Directions:
Please reproduce all of the listing below exactly and drop its images.

==================================================

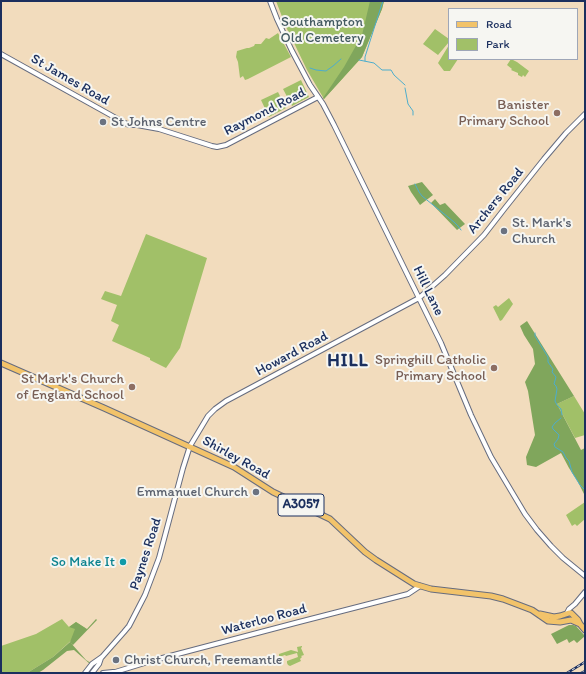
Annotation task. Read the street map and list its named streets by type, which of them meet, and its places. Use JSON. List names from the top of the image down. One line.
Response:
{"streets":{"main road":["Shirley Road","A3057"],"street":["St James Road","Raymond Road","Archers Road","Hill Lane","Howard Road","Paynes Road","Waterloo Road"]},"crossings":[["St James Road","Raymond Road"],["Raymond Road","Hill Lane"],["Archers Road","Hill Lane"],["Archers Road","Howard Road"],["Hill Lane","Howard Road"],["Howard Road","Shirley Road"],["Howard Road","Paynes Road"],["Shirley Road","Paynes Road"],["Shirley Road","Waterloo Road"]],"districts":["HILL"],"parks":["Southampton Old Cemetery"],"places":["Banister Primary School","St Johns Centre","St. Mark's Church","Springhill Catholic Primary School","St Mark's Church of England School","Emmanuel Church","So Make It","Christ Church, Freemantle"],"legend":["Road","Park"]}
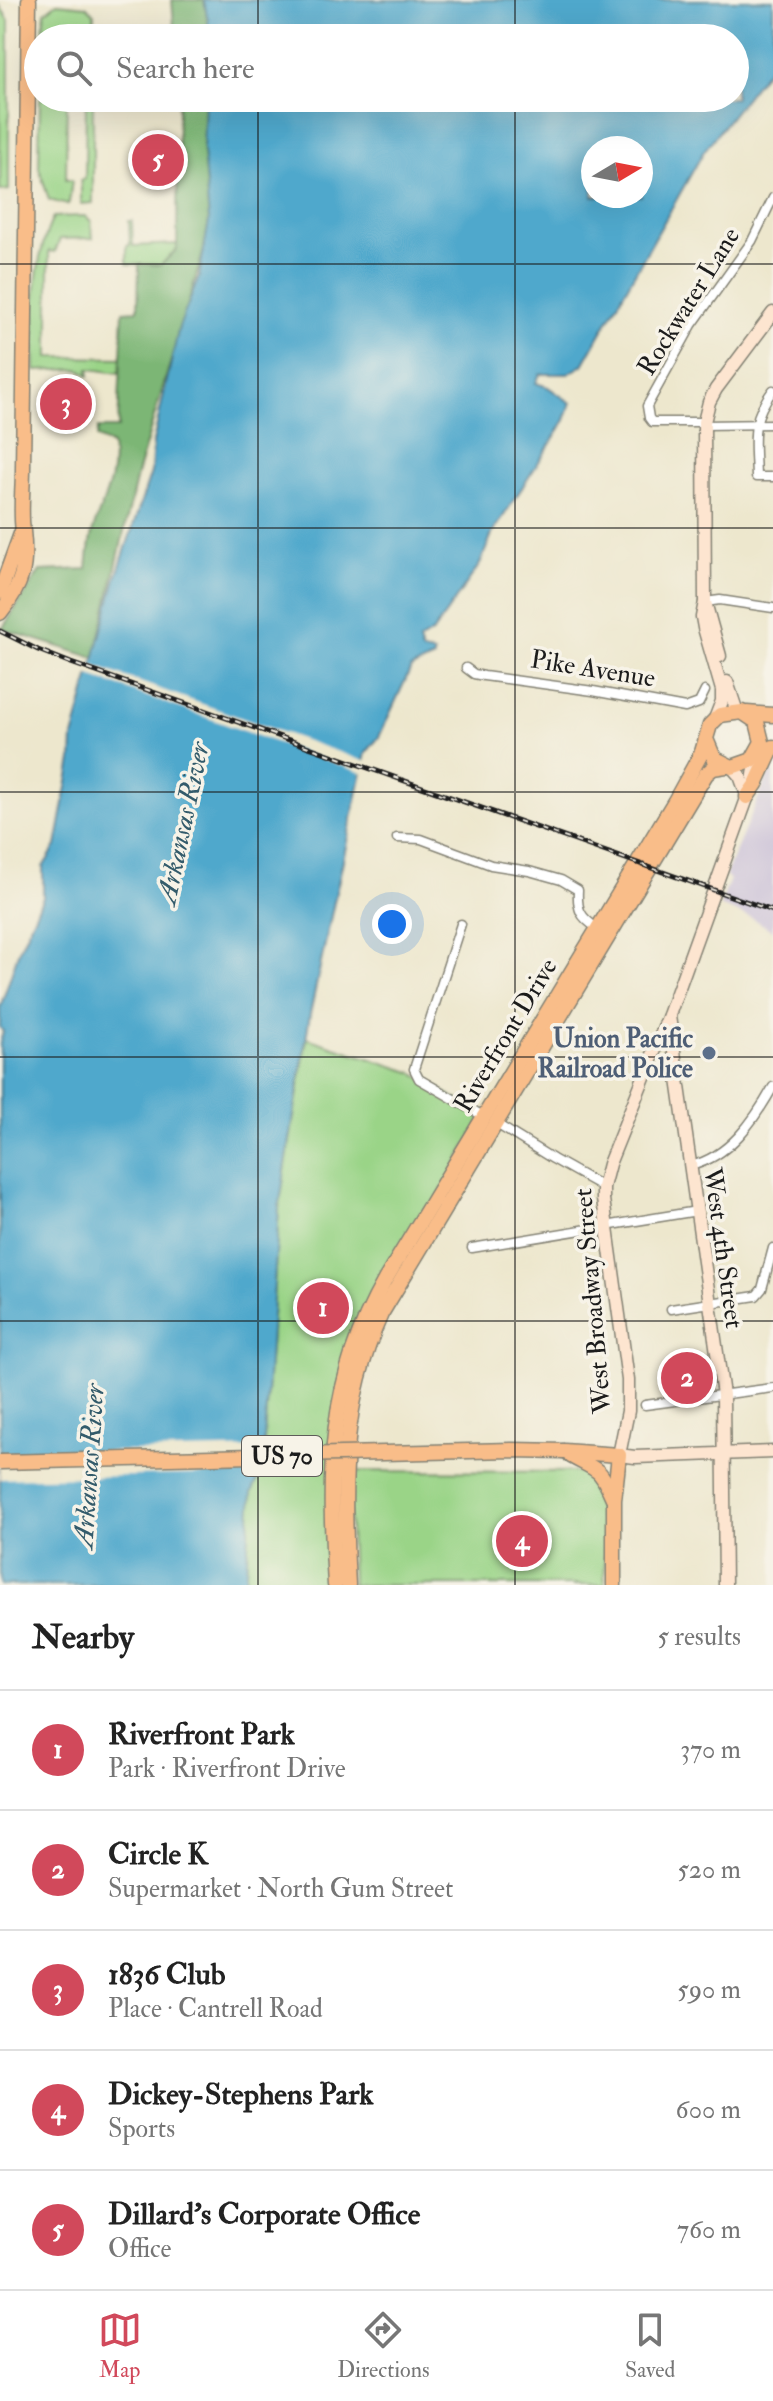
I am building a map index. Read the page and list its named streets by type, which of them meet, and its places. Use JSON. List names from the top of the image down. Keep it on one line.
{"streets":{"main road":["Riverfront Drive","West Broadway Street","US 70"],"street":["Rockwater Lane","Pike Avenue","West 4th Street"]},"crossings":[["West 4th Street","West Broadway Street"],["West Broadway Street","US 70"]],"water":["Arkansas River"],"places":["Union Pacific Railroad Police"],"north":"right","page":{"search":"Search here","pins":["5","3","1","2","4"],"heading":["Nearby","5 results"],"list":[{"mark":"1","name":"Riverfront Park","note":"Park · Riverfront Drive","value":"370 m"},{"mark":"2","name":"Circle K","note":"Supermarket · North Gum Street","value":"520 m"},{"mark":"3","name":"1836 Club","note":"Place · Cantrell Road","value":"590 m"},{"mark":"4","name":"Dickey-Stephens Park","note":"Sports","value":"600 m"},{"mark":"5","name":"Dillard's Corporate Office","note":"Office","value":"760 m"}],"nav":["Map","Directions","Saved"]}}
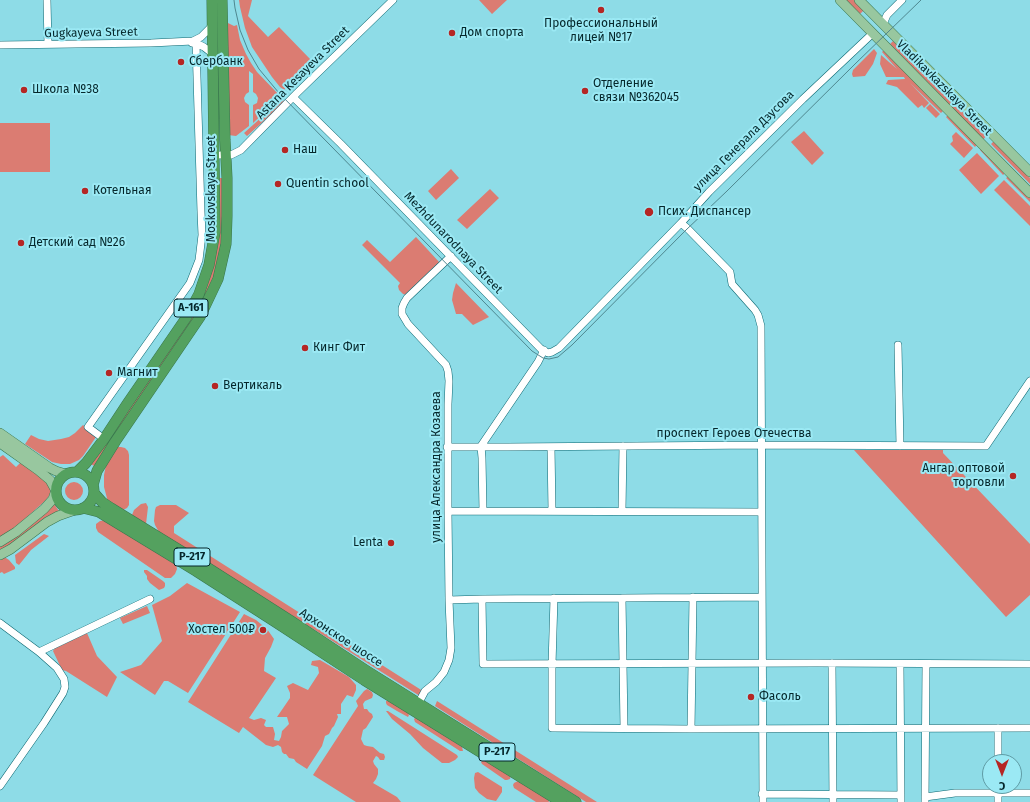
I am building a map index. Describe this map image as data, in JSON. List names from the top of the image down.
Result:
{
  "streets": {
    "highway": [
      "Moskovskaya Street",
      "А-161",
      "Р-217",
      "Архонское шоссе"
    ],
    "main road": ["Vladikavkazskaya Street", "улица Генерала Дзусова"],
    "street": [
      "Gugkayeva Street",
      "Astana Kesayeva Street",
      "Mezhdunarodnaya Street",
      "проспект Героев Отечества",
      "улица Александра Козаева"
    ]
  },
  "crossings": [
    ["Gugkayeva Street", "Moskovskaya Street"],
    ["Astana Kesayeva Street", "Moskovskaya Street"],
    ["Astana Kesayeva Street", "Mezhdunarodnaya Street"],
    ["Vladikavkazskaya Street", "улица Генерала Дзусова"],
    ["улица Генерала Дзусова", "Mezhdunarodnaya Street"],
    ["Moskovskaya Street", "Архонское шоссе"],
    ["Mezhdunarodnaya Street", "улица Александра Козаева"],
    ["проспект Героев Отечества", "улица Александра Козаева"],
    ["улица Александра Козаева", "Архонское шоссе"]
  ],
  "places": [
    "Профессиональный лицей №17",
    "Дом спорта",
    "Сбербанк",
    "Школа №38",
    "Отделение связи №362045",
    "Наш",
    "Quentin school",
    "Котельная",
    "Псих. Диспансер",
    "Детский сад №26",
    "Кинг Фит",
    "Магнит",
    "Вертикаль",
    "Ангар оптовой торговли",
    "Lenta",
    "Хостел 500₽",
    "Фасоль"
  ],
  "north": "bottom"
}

==================================================

Answer to this exercise:
Annotation task. Read the street map and list its named streets by type, which of them meet, and its places. Use JSON. List names from the top of the image down. One line.
Response:
{"streets":{"main road":["Shirley Road","A3057"],"street":["St James Road","Raymond Road","Archers Road","Hill Lane","Howard Road","Paynes Road","Waterloo Road"]},"crossings":[["St James Road","Raymond Road"],["Raymond Road","Hill Lane"],["Archers Road","Hill Lane"],["Archers Road","Howard Road"],["Hill Lane","Howard Road"],["Howard Road","Shirley Road"],["Howard Road","Paynes Road"],["Shirley Road","Paynes Road"],["Shirley Road","Waterloo Road"]],"districts":["HILL"],"parks":["Southampton Old Cemetery"],"places":["Banister Primary School","St Johns Centre","St. Mark's Church","Springhill Catholic Primary School","St Mark's Church of England School","Emmanuel Church","So Make It","Christ Church, Freemantle"],"legend":["Road","Park"]}
I am building a map index. Read the page and list its named streets by type, which of them meet, and its places. Use JSON. List names from the top of the image down. Keep it on one line.
{"streets":{"main road":["Riverfront Drive","West Broadway Street","US 70"],"street":["Rockwater Lane","Pike Avenue","West 4th Street"]},"crossings":[["West 4th Street","West Broadway Street"],["West Broadway Street","US 70"]],"water":["Arkansas River"],"places":["Union Pacific Railroad Police"],"north":"right","page":{"search":"Search here","pins":["5","3","1","2","4"],"heading":["Nearby","5 results"],"list":[{"mark":"1","name":"Riverfront Park","note":"Park · Riverfront Drive","value":"370 m"},{"mark":"2","name":"Circle K","note":"Supermarket · North Gum Street","value":"520 m"},{"mark":"3","name":"1836 Club","note":"Place · Cantrell Road","value":"590 m"},{"mark":"4","name":"Dickey-Stephens Park","note":"Sports","value":"600 m"},{"mark":"5","name":"Dillard's Corporate Office","note":"Office","value":"760 m"}],"nav":["Map","Directions","Saved"]}}
I am building a map index. Describe this map image as data, in JSON. List names from the top of the image down.
Result:
{
  "streets": {
    "highway": [
      "Moskovskaya Street",
      "А-161",
      "Р-217",
      "Архонское шоссе"
    ],
    "main road": ["Vladikavkazskaya Street", "улица Генерала Дзусова"],
    "street": [
      "Gugkayeva Street",
      "Astana Kesayeva Street",
      "Mezhdunarodnaya Street",
      "проспект Героев Отечества",
      "улица Александра Козаева"
    ]
  },
  "crossings": [
    ["Gugkayeva Street", "Moskovskaya Street"],
    ["Astana Kesayeva Street", "Moskovskaya Street"],
    ["Astana Kesayeva Street", "Mezhdunarodnaya Street"],
    ["Vladikavkazskaya Street", "улица Генерала Дзусова"],
    ["улица Генерала Дзусова", "Mezhdunarodnaya Street"],
    ["Moskovskaya Street", "Архонское шоссе"],
    ["Mezhdunarodnaya Street", "улица Александра Козаева"],
    ["проспект Героев Отечества", "улица Александра Козаева"],
    ["улица Александра Козаева", "Архонское шоссе"]
  ],
  "places": [
    "Профессиональный лицей №17",
    "Дом спорта",
    "Сбербанк",
    "Школа №38",
    "Отделение связи №362045",
    "Наш",
    "Quentin school",
    "Котельная",
    "Псих. Диспансер",
    "Детский сад №26",
    "Кинг Фит",
    "Магнит",
    "Вертикаль",
    "Ангар оптовой торговли",
    "Lenta",
    "Хостел 500₽",
    "Фасоль"
  ],
  "north": "bottom"
}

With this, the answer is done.